Use the supplied RIM or modify a standard RIM with sed

The hl7v3rim_edition<year> extension will create a number of tables, such as Act and Observation, that implement the a minimal RIM. If you need additional columns in these tables, do not create the tables by loading the extension, but rather create a sed script that reads the extension sql file, adds additional columns at the appropriate places, and feed that to psql. This method is used in the AXLE Healthcare Benchmark tutorial, where the RIM is augmented with timestamps and other attributes for entity resolution.

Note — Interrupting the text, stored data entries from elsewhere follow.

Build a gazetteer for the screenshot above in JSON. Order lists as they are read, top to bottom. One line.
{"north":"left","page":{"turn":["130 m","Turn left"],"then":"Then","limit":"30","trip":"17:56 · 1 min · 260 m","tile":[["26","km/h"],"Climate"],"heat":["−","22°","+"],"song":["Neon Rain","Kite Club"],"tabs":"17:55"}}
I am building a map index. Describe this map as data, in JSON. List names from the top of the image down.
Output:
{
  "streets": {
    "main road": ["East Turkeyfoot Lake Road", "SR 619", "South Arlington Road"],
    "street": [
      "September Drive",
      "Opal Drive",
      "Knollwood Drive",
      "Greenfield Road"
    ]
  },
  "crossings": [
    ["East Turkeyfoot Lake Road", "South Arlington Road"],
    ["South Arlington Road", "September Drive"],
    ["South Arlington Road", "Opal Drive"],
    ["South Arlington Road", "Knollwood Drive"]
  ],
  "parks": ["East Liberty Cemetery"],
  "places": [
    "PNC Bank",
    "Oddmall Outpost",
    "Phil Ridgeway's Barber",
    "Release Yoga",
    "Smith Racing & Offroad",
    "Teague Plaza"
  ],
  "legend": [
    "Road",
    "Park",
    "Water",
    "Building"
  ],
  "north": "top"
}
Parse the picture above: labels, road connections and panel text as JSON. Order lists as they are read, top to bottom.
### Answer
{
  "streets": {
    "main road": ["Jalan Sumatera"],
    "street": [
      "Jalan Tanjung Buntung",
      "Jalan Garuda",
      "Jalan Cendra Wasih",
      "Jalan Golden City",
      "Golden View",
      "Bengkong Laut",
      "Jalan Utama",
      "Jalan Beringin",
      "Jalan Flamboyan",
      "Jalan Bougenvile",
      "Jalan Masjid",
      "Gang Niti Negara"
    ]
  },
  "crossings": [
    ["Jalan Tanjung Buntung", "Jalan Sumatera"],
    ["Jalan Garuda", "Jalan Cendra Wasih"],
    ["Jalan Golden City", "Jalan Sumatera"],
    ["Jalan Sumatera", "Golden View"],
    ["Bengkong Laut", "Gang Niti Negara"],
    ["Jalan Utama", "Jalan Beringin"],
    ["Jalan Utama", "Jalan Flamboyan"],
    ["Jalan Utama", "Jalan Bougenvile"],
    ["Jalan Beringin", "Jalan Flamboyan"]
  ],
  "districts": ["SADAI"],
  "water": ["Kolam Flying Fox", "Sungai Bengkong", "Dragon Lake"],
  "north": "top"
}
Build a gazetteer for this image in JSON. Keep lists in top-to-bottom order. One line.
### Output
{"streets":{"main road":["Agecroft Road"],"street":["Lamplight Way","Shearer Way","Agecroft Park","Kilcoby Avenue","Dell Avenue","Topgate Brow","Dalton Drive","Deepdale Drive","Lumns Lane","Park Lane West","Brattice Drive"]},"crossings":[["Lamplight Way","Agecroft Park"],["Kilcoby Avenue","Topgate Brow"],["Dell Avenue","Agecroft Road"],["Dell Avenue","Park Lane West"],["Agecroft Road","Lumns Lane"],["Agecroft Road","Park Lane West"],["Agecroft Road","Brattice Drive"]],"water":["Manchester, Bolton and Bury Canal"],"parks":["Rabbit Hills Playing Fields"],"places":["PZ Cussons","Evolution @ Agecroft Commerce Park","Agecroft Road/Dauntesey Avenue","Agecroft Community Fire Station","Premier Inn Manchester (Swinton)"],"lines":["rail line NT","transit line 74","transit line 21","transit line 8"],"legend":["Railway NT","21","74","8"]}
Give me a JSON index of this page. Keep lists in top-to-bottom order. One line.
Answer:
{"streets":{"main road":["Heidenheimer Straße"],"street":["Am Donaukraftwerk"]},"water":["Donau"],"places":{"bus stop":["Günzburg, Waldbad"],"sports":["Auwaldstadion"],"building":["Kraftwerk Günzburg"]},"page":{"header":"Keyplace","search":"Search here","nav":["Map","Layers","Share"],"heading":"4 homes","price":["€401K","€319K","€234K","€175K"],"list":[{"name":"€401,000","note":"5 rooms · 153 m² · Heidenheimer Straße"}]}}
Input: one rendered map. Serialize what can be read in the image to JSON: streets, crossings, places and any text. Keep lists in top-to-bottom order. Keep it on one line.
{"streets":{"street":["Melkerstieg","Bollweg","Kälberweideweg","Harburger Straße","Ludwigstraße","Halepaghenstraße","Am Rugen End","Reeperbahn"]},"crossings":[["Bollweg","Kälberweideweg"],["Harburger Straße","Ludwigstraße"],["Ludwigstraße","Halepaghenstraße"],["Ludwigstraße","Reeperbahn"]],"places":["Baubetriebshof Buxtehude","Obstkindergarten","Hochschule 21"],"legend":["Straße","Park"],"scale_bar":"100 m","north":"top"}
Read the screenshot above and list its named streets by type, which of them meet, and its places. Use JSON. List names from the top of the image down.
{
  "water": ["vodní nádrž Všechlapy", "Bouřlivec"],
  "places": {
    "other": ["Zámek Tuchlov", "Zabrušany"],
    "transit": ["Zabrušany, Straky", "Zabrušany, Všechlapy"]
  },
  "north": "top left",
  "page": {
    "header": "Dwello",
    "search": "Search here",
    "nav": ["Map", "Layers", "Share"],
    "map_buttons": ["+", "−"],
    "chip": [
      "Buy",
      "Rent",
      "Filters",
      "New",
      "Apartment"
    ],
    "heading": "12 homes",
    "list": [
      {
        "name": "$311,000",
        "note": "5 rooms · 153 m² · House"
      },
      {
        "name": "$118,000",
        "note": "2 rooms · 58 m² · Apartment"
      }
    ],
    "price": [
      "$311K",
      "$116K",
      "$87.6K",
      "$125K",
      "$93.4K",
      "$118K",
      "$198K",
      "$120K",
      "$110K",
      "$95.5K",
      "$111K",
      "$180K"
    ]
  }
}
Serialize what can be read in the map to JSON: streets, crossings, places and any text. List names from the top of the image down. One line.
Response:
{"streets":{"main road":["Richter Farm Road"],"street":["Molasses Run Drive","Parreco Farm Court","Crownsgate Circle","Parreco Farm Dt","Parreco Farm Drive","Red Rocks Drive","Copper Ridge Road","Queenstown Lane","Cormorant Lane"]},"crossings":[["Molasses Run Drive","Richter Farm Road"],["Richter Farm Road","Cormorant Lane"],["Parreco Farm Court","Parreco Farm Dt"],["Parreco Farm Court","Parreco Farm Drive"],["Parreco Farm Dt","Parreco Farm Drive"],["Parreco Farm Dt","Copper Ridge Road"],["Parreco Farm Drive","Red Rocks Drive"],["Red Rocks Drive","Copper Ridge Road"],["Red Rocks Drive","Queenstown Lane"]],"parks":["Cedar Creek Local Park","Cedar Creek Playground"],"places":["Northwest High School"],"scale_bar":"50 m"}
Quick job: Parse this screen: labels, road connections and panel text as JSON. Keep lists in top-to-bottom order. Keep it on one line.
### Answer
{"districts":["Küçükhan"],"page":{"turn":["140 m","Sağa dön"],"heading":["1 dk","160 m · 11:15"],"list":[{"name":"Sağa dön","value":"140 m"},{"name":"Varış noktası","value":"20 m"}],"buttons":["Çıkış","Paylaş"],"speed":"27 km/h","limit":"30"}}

Use can use \dx to inspect which modules are loaded.

lake=# \dx
                                        List of installed extensions
          Name          | Version |   Schema   |                        Description
------------------------+---------+------------+------------------------------------------------------------
 adminpack              | 1.0     | pg_catalog | administrative functions for PostgreSQL
 hl7                    | 3.0     | hl7        | healthcare datatypes core
 hl7basetable           | 3.0     | hdl        | healthcare datatypes base tables
 hl7v3crud_edition2011  | 2.0     | public     | hl7v3 edition2011 CRUD functions
 hl7v3datatypes         | 3.0     | hl7        | healthcare datatypes
 hl7v3rim_edition2011   | 2.0     | public     | hl7v3 edition2011 RIM schema
 hl7v3vocab_edition2011 | 2.0     | hdl        | hl7v3 edition2011 vocabulary
 jsquery                | 1.0     | public     | data type for jsonb inspection
 loinc_2_50             | 1.0     | public     | loinc 2.50 vocabulary
 plpgsql                | 1.0     | pg_catalog | PL/pgSQL procedural language
 snomedctvocab_20140131 | 1.0     | public     | snomed-ct 20140131 vocabulary
 tablefunc              | 1.0     | public     | functions that manipulate whole tables, including crosstab
 ucum                   | 3.0     | hdl        | Unified code for units of measure v1.8.2
(13 rows)

2.2.3. Loading additional useful extensions

The following extensions are useful for handling JSON types, making pivots and accessing the database using pgadmin3, respectively.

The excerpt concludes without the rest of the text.